● DESCRIPTION OF THE TASK: The reply must consist of one number: how many lines of the data include the word "relative".

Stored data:

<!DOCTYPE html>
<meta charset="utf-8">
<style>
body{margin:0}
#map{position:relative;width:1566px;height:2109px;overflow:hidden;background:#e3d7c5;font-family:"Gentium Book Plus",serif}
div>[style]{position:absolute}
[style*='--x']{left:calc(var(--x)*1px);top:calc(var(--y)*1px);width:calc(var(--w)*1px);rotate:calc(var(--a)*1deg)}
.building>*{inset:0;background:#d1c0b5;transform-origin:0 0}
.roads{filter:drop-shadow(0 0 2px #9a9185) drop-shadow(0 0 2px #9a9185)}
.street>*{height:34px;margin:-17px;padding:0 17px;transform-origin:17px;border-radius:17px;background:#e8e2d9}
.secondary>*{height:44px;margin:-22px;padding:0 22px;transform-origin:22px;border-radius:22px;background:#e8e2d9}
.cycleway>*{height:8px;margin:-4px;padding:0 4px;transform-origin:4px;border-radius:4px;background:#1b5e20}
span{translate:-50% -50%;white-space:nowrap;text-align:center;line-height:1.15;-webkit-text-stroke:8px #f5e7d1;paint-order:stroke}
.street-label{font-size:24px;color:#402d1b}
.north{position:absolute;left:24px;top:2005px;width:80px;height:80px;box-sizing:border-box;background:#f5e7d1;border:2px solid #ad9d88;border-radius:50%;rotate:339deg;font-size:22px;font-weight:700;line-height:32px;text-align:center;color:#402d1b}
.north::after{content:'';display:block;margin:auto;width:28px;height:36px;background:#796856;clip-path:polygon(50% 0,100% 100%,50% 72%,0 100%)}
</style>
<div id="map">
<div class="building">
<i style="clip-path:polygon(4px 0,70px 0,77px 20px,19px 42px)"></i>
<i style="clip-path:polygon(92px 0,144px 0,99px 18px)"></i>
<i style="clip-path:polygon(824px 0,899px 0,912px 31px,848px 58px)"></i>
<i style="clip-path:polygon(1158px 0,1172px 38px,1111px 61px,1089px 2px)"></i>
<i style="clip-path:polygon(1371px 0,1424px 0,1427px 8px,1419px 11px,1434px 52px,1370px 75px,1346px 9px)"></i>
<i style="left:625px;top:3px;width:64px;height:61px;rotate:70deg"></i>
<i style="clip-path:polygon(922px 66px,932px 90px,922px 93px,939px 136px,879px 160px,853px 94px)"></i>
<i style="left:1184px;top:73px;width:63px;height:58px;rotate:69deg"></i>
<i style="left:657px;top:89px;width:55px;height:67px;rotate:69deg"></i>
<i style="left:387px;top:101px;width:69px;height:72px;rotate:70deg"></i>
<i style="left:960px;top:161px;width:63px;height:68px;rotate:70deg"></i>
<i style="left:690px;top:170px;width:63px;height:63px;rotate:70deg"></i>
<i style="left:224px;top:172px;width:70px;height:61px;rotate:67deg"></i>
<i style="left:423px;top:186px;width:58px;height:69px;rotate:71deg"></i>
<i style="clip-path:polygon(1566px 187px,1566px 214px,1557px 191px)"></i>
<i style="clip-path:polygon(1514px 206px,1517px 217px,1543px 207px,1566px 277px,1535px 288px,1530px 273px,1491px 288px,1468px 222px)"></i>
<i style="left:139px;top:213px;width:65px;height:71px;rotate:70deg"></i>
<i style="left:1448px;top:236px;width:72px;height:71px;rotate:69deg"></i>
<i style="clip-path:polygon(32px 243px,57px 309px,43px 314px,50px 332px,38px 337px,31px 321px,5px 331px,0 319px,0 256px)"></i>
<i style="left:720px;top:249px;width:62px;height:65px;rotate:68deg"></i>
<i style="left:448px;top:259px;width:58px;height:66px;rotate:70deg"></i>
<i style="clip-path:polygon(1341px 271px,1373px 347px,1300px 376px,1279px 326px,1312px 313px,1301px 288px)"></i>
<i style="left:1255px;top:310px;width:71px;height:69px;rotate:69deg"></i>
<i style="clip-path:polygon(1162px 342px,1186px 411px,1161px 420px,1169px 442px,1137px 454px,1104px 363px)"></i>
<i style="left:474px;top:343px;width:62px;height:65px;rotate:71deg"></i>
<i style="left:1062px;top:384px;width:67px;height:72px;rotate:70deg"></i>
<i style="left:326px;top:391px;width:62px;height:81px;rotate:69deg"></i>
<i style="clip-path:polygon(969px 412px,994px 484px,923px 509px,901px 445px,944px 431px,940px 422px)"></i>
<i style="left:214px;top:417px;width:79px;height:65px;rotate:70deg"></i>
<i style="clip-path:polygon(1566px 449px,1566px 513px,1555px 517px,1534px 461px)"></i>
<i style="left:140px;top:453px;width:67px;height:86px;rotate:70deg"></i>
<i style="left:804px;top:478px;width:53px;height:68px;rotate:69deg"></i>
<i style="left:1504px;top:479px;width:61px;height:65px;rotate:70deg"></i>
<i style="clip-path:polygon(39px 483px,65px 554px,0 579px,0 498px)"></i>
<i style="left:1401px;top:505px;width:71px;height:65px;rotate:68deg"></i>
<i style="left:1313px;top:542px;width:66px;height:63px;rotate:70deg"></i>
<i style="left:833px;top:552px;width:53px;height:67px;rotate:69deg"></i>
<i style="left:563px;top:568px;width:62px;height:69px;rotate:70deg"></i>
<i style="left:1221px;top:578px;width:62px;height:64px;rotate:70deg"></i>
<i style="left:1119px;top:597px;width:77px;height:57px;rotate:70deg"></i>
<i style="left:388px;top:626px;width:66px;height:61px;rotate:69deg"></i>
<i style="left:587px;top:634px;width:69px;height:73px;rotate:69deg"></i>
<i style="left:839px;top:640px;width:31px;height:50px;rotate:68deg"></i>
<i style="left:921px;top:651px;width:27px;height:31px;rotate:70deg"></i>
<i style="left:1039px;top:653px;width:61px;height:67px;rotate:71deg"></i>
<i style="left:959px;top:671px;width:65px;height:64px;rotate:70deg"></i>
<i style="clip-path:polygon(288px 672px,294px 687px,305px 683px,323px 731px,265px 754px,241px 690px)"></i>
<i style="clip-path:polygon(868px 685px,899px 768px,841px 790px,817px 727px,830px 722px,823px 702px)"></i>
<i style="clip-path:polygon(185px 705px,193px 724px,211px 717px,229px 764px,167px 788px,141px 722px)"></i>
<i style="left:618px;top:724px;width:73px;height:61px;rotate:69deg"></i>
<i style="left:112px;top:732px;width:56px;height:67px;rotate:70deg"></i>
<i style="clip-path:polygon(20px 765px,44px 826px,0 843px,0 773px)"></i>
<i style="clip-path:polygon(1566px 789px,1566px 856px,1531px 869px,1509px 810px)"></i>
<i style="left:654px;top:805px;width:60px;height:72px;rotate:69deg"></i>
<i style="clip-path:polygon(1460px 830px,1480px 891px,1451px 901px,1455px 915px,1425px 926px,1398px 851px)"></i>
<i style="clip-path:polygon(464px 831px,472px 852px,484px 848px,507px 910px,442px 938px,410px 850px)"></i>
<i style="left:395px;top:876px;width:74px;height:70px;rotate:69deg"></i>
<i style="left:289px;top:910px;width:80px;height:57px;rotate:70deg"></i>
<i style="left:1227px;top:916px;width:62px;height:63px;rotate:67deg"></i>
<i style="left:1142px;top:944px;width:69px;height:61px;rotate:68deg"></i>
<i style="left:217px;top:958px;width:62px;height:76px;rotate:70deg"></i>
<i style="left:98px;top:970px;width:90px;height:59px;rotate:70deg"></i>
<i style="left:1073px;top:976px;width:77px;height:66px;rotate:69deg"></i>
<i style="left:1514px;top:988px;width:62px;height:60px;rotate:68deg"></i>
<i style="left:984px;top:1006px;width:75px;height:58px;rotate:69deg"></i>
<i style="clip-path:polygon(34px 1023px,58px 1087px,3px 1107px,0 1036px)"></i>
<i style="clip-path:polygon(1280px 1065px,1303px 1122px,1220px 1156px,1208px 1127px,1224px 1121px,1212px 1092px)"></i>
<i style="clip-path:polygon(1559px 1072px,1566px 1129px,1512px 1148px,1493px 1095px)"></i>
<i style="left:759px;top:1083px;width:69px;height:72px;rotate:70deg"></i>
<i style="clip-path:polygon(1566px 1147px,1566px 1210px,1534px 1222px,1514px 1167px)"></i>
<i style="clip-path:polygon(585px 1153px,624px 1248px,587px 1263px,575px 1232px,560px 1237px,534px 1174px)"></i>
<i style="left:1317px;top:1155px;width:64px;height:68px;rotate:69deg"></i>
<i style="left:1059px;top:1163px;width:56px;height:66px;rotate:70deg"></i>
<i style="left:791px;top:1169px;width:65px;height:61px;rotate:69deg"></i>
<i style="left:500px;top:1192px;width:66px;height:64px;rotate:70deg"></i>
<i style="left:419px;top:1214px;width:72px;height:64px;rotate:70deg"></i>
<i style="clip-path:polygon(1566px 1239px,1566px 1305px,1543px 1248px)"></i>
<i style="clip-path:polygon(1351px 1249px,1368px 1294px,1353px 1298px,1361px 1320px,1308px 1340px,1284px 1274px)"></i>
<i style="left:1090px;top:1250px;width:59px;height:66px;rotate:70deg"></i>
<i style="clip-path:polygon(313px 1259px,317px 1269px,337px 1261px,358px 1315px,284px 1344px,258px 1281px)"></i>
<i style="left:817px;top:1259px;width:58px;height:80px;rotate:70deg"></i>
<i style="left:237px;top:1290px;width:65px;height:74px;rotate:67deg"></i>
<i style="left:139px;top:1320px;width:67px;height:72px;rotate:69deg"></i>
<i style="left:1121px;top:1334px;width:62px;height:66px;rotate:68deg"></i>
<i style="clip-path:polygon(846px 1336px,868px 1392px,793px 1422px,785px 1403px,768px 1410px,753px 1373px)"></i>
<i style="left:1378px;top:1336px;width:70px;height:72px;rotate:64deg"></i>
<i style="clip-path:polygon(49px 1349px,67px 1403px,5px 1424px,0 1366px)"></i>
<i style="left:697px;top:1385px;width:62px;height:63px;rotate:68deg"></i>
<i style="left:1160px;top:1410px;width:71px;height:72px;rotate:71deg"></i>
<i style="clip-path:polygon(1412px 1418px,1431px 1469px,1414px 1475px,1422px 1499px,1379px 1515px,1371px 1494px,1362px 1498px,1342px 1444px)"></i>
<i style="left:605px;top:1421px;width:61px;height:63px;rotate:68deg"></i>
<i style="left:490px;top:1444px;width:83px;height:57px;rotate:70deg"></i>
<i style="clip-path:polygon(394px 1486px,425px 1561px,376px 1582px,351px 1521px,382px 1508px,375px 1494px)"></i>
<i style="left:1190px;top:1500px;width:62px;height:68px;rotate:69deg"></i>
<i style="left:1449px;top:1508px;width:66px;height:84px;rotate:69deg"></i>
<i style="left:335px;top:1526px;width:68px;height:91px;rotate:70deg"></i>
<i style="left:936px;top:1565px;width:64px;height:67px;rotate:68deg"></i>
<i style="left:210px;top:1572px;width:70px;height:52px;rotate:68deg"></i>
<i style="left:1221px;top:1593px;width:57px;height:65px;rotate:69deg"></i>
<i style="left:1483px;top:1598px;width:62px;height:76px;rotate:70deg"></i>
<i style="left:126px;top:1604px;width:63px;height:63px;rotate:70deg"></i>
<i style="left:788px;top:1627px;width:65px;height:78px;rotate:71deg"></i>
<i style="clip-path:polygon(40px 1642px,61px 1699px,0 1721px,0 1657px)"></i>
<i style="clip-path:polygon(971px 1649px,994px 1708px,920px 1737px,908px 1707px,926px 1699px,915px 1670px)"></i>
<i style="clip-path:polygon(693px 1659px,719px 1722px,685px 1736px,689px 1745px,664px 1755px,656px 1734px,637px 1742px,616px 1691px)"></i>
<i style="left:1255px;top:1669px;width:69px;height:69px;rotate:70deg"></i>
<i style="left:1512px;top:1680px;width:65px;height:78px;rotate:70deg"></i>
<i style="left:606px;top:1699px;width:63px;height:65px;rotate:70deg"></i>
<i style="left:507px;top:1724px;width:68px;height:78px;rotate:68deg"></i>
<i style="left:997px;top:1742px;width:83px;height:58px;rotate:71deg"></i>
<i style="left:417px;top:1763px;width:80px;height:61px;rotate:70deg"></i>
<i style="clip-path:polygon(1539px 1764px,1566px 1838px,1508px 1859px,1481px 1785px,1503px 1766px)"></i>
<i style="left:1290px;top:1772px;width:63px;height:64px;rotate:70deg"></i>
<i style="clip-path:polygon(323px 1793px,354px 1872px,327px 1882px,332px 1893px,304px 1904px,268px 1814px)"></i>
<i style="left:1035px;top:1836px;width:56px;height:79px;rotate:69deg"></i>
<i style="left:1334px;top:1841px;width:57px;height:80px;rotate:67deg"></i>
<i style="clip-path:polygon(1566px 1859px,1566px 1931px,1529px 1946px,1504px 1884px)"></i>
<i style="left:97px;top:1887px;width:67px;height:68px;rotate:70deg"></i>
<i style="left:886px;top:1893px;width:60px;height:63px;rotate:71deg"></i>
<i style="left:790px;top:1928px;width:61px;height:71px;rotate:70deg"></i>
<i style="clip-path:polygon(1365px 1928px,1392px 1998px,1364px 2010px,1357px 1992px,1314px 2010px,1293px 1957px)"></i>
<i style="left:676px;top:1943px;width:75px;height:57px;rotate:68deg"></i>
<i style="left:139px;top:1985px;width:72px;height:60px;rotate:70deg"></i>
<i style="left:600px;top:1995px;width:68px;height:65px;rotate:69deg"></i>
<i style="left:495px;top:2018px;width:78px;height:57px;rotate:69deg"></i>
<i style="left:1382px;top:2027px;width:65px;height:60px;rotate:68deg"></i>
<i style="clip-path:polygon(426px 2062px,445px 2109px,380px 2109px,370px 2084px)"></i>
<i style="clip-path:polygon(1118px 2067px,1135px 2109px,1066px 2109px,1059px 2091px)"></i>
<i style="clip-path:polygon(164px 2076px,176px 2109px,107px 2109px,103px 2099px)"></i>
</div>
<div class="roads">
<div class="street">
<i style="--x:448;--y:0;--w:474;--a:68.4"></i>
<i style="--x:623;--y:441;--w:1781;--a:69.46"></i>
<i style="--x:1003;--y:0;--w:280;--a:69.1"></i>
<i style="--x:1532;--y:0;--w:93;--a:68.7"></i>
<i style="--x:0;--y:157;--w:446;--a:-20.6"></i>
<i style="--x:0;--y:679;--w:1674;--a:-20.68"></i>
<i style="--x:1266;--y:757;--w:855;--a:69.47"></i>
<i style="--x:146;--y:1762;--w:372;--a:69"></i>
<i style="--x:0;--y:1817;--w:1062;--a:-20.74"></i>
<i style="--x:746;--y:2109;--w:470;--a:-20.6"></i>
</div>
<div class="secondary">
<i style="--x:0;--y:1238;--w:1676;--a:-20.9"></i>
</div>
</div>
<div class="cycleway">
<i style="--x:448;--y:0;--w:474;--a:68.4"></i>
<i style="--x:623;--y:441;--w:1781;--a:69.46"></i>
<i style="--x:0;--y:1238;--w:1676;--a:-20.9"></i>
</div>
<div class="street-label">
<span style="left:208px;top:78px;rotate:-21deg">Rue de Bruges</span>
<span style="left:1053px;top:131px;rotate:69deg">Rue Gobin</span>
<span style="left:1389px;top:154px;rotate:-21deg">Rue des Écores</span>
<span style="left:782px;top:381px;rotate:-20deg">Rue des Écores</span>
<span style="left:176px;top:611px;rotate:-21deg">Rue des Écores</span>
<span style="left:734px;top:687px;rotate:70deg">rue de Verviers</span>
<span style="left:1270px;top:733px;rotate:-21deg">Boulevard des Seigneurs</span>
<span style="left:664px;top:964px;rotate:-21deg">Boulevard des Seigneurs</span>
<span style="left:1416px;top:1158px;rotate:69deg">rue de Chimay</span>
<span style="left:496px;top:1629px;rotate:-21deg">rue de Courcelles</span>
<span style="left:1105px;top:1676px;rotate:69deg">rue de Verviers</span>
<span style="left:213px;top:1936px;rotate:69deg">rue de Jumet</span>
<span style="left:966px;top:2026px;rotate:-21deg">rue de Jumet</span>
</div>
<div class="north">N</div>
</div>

* * *

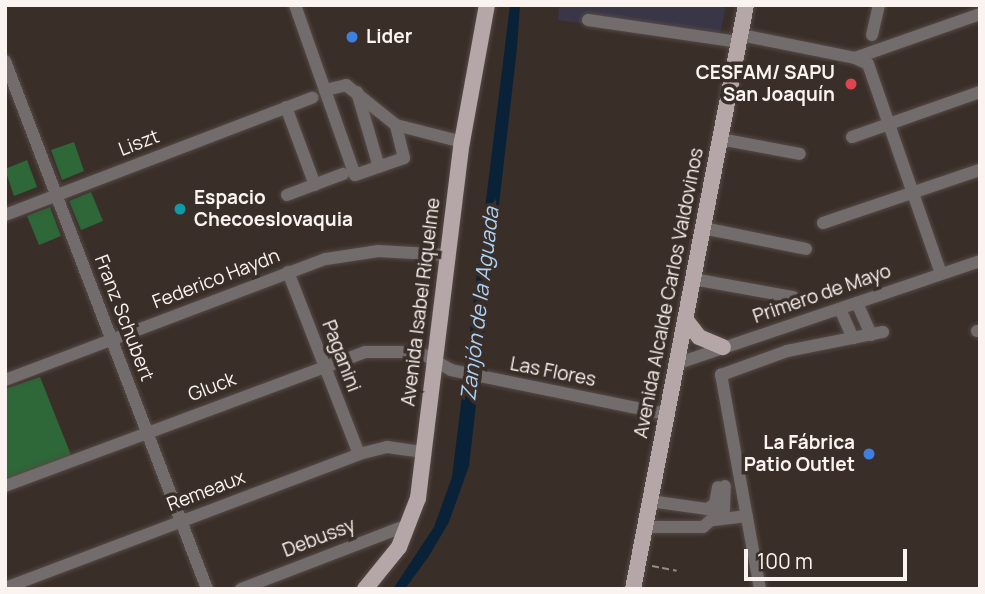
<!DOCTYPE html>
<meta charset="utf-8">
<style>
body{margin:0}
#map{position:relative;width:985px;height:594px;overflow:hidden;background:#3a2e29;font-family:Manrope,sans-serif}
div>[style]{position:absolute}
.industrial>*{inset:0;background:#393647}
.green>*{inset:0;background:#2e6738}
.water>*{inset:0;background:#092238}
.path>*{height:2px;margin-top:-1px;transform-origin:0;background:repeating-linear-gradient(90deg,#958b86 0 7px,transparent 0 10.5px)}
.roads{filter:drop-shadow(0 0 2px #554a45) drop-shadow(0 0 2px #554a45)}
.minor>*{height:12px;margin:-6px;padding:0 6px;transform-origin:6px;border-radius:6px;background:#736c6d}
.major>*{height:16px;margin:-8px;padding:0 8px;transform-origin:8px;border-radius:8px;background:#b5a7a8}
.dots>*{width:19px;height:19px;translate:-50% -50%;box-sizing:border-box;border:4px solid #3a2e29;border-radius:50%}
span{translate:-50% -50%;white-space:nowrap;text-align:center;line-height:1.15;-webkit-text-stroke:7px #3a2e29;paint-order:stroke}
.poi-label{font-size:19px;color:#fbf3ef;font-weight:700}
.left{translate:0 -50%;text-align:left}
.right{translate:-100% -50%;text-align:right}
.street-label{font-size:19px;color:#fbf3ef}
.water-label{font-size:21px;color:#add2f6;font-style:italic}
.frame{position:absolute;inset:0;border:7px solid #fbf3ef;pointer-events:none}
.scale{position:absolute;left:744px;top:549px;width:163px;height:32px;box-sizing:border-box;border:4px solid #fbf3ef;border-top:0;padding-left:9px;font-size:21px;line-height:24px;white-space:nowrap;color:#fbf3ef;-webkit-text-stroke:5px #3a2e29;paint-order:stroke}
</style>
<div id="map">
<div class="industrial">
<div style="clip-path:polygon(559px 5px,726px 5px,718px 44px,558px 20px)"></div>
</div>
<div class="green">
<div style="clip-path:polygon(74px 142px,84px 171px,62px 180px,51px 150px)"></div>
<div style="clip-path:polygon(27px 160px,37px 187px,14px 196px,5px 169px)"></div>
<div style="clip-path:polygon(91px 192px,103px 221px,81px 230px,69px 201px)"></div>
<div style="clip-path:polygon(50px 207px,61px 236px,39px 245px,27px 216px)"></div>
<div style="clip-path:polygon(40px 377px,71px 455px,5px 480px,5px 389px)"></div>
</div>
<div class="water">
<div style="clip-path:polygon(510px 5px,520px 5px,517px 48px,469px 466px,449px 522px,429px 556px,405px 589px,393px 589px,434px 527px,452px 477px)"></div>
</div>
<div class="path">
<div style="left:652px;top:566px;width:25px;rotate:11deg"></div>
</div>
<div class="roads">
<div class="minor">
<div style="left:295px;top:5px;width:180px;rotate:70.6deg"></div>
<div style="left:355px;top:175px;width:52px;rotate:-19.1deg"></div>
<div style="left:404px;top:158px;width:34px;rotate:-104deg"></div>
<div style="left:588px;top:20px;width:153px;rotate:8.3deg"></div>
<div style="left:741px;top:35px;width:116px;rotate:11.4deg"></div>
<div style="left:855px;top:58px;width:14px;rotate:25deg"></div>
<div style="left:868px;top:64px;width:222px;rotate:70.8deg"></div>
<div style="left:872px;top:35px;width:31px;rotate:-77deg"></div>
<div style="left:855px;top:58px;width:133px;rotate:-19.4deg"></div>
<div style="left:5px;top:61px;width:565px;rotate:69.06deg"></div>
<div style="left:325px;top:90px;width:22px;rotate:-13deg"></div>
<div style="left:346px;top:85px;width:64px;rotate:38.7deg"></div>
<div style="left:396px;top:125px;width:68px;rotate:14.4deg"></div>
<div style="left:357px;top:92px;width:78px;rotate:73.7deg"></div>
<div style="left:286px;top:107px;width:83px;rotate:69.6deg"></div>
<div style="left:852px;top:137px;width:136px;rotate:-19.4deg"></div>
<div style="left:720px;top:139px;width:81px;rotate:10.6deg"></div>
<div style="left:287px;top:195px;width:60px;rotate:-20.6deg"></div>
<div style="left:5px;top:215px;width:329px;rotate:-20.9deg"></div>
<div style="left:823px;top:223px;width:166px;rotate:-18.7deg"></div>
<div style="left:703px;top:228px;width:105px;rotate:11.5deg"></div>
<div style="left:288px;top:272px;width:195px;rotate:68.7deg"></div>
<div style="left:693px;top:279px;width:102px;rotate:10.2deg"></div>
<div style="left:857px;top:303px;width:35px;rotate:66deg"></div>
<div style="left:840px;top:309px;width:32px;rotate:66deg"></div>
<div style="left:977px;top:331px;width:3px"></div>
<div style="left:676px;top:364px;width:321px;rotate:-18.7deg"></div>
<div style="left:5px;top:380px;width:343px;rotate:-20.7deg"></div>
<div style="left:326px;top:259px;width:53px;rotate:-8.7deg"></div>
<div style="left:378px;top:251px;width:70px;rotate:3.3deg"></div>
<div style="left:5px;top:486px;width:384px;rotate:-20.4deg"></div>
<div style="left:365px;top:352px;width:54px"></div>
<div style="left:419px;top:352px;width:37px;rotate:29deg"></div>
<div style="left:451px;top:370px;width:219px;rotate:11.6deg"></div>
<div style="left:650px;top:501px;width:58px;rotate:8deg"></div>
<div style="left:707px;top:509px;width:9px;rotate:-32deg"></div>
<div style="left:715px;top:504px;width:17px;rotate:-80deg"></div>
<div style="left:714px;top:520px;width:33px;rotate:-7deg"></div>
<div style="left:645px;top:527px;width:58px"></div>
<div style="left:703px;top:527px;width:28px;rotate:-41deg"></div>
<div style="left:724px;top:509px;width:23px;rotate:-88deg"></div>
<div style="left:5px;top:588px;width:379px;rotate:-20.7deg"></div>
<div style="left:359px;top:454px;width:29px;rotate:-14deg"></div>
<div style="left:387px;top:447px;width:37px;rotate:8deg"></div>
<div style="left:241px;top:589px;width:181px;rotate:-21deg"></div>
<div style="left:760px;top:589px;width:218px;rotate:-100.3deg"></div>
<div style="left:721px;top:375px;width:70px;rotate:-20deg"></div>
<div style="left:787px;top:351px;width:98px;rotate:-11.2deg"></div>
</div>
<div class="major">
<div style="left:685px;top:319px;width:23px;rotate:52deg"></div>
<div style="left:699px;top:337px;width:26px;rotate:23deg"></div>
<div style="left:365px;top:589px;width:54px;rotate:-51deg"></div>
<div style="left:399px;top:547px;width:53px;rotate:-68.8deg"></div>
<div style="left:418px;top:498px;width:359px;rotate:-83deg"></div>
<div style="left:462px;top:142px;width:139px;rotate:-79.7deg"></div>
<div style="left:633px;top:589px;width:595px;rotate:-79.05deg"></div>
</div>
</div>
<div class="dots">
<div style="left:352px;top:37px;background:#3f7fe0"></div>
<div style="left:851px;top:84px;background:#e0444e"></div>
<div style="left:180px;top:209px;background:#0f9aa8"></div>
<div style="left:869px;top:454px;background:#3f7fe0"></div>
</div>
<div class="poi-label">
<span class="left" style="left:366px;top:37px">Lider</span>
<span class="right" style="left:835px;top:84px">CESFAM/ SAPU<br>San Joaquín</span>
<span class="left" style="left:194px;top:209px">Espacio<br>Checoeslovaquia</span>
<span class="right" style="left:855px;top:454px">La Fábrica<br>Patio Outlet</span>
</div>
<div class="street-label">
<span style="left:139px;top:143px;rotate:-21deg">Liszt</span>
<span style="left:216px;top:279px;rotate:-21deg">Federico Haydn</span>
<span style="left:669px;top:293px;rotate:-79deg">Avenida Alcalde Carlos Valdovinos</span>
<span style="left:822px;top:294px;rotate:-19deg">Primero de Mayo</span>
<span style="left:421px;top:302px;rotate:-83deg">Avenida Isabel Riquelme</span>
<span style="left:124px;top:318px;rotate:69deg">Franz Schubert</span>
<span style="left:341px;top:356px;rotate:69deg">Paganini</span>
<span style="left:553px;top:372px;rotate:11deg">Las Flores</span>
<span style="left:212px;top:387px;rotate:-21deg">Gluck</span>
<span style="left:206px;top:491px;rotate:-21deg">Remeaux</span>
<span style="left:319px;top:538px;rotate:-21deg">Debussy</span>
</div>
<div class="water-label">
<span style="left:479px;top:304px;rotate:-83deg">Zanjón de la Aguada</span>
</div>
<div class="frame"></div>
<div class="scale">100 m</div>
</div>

● TASK RESPONSE: 2